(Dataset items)
-=-=-=-=-

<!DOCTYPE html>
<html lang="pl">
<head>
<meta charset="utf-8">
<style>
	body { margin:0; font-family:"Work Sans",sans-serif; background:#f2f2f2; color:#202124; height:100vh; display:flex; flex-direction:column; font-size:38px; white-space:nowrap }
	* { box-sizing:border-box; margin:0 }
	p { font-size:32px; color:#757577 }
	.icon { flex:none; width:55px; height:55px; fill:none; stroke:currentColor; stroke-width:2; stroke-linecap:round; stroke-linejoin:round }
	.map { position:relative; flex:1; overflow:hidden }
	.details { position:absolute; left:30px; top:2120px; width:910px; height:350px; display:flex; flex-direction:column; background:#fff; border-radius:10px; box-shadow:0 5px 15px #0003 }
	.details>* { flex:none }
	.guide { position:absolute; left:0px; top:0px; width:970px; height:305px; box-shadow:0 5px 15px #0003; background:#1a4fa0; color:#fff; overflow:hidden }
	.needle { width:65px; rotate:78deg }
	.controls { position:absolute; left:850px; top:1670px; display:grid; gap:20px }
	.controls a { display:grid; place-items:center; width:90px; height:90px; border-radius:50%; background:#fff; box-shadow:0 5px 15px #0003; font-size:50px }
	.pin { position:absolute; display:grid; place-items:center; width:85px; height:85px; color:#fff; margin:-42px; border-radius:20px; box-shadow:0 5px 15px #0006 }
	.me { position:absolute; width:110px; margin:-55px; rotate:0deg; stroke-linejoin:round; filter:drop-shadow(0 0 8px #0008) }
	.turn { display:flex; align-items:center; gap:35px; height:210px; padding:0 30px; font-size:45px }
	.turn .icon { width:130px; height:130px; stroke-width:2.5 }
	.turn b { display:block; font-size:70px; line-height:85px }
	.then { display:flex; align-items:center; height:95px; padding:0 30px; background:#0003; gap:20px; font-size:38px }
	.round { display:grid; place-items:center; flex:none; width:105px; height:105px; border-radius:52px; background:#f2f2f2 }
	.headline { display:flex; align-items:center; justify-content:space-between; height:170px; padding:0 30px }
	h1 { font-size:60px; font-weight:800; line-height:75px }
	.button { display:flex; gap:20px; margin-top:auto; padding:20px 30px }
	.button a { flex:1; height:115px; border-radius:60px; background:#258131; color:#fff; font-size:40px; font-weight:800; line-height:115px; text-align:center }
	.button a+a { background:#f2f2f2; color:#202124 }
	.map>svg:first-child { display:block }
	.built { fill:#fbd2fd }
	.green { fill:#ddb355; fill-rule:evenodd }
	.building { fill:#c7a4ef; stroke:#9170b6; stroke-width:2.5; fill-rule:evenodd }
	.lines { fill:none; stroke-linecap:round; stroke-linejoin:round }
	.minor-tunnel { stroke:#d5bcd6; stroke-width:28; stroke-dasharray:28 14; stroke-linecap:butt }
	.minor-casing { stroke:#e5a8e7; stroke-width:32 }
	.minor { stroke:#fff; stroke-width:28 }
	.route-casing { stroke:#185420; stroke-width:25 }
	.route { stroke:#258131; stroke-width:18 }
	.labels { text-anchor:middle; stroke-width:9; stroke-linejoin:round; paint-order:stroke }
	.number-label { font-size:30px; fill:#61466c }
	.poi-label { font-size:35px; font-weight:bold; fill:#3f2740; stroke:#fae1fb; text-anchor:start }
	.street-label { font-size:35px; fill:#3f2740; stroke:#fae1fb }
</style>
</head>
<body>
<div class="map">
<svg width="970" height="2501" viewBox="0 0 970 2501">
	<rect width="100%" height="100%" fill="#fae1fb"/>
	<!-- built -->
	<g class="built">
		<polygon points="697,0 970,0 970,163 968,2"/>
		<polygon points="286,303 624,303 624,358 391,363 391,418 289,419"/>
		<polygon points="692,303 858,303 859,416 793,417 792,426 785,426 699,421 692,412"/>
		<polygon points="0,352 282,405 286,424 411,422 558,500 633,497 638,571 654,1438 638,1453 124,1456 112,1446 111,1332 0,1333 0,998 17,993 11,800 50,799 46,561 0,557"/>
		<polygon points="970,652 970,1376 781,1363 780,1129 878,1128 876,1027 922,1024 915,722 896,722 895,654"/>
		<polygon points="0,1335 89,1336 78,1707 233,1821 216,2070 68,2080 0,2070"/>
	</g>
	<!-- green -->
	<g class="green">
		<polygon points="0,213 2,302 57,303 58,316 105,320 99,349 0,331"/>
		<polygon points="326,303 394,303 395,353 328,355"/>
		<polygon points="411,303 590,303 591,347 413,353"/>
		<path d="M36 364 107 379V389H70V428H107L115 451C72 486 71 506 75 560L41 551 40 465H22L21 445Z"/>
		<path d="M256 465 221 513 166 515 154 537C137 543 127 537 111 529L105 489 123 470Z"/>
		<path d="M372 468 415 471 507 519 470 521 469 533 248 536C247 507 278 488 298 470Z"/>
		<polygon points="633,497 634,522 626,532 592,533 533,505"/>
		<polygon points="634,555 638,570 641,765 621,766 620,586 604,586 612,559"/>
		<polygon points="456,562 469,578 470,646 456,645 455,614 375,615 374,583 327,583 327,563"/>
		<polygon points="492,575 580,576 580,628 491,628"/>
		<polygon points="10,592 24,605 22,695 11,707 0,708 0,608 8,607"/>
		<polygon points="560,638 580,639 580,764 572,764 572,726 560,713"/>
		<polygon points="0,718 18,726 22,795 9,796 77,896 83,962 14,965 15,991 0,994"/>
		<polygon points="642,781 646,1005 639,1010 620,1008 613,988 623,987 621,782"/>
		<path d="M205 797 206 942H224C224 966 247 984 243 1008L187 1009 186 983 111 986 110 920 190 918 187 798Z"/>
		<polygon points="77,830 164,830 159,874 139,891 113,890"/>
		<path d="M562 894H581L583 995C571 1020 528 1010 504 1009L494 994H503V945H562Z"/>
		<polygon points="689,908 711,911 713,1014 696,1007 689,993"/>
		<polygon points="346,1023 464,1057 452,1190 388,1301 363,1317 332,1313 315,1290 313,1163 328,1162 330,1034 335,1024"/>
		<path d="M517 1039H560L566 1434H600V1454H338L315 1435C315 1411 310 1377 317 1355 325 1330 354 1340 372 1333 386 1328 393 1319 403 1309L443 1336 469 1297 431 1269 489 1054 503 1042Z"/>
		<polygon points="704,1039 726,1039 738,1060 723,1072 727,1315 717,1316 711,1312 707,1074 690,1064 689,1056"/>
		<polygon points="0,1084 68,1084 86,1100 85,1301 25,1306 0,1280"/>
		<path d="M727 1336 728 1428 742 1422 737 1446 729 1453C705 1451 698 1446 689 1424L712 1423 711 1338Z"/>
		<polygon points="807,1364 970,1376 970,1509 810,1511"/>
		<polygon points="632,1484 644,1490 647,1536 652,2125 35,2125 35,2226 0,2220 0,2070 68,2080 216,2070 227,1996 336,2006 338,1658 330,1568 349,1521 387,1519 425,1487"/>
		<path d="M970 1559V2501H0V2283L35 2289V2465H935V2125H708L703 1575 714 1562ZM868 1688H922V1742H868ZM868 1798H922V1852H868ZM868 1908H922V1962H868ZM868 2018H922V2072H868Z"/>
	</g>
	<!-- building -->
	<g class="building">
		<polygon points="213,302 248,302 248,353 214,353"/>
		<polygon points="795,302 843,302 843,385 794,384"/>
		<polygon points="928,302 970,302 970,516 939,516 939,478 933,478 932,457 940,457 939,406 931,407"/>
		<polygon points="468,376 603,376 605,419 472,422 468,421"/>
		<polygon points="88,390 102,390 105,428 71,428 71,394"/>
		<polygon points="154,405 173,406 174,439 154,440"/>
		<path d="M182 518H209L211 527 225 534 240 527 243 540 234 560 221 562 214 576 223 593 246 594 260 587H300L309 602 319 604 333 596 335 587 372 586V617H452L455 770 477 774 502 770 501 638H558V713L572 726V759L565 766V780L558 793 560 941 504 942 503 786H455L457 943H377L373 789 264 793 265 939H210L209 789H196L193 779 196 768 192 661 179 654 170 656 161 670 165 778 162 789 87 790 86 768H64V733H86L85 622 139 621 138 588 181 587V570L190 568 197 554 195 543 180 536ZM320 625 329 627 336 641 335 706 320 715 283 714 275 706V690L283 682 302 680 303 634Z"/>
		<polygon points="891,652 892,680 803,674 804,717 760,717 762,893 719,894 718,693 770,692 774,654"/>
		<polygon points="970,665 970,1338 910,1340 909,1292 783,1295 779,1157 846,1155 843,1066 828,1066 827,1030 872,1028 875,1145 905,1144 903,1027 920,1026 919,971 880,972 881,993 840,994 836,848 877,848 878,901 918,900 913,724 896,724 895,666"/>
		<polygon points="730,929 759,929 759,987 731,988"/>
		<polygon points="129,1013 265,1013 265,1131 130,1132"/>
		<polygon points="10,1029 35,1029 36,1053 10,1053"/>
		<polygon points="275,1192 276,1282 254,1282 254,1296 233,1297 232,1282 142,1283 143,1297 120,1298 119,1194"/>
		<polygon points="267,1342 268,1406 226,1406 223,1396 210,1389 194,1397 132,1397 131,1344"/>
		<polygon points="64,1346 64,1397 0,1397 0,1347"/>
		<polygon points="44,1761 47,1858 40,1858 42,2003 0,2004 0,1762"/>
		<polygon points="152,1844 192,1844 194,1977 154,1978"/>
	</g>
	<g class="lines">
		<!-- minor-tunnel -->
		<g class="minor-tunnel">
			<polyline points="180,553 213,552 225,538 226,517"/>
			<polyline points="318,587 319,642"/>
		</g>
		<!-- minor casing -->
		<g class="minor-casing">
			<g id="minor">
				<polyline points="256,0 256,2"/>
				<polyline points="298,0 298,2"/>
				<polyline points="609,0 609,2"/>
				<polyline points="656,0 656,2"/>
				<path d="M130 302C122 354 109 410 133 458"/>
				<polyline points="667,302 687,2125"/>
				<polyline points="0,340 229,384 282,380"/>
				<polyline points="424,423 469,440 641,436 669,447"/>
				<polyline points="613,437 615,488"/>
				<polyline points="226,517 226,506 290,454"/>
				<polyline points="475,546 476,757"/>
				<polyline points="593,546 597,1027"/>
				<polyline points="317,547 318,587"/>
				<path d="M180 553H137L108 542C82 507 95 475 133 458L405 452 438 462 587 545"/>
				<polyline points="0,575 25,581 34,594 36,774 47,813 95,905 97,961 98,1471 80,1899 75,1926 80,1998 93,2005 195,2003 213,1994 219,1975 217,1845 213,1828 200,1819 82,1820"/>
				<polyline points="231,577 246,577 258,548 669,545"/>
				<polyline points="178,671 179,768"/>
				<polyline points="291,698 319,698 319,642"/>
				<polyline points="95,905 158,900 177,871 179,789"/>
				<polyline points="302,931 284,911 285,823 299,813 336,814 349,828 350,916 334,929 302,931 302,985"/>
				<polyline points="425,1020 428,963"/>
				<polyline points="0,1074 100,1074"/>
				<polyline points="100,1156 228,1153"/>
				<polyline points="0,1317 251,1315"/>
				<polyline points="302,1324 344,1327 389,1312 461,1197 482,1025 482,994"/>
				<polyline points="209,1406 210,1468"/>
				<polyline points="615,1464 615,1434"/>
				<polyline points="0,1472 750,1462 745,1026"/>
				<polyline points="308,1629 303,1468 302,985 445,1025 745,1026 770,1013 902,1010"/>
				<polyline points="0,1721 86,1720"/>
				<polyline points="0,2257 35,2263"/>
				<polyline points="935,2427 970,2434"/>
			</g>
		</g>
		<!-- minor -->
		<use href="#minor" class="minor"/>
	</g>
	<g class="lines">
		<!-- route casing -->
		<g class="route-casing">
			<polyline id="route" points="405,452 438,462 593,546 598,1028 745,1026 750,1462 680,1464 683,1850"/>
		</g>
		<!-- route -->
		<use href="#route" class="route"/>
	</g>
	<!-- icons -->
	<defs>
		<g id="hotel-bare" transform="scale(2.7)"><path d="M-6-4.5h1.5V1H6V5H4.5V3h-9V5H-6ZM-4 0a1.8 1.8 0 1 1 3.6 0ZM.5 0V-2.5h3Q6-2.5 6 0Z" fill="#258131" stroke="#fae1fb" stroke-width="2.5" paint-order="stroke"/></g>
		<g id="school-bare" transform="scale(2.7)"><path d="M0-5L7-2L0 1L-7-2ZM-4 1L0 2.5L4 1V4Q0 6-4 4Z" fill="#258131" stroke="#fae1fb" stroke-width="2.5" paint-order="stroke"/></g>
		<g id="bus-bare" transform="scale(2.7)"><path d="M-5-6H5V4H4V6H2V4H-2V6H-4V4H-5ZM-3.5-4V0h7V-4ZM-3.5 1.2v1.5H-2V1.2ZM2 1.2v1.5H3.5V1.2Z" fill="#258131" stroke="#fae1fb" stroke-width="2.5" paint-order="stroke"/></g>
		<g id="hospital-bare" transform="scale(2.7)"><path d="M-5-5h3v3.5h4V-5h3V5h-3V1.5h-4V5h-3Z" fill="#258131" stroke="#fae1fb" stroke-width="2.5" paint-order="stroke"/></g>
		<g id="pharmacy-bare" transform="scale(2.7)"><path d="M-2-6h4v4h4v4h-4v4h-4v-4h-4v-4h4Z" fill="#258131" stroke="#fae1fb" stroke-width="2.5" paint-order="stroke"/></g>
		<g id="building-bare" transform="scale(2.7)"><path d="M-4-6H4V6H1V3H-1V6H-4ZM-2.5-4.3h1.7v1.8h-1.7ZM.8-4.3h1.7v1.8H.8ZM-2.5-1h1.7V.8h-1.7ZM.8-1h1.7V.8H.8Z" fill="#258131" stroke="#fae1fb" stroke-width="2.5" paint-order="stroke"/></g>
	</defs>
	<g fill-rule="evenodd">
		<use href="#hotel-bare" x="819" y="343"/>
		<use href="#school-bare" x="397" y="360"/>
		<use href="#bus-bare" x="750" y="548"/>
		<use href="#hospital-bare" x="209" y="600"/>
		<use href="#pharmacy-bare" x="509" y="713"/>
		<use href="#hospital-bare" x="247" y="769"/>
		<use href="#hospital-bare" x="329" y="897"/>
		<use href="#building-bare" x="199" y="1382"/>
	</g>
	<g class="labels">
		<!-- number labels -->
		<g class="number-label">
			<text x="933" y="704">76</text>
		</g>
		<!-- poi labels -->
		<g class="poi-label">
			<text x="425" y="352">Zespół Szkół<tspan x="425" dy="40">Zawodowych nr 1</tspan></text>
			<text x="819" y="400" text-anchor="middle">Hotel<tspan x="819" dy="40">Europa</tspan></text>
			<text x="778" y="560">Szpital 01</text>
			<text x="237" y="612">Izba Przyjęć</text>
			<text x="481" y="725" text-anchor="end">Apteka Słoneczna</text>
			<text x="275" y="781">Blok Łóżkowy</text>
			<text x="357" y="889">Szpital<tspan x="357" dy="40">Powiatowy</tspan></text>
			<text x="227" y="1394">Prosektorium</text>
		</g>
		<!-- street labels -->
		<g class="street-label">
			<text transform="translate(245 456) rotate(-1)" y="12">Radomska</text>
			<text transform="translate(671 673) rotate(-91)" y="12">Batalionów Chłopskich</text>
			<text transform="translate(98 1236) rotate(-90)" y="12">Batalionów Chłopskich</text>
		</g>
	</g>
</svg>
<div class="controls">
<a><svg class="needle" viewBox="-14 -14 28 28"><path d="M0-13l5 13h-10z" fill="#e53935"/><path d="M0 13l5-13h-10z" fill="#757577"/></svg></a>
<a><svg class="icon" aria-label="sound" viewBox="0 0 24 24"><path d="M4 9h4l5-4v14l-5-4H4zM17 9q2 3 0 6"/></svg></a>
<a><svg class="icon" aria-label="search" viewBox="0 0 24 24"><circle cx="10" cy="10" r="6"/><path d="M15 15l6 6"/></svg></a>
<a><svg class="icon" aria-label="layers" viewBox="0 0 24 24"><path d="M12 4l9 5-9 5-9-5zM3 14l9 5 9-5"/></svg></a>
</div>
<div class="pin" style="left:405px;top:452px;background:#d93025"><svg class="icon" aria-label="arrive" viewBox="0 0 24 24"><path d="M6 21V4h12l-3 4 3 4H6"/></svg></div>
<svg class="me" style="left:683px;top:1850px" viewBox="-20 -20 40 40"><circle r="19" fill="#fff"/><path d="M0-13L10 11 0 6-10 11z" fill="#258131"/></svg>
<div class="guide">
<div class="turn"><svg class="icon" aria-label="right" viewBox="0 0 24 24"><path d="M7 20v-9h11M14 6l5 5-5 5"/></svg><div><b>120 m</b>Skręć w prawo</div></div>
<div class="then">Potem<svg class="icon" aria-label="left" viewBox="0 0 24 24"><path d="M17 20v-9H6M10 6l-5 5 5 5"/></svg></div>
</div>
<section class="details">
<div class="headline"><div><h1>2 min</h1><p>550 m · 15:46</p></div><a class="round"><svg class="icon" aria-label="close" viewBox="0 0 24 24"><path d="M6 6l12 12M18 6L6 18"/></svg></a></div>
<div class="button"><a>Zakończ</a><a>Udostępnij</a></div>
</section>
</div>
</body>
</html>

-=-=-=-=-

**PROMPT:**
Your answer should consist of all lines above that include the string "rule".

**FINISHED EXERCISE:**
	.green { fill:#ddb355; fill-rule:evenodd }
	.building { fill:#c7a4ef; stroke:#9170b6; stroke-width:2.5; fill-rule:evenodd }
	<g fill-rule="evenodd">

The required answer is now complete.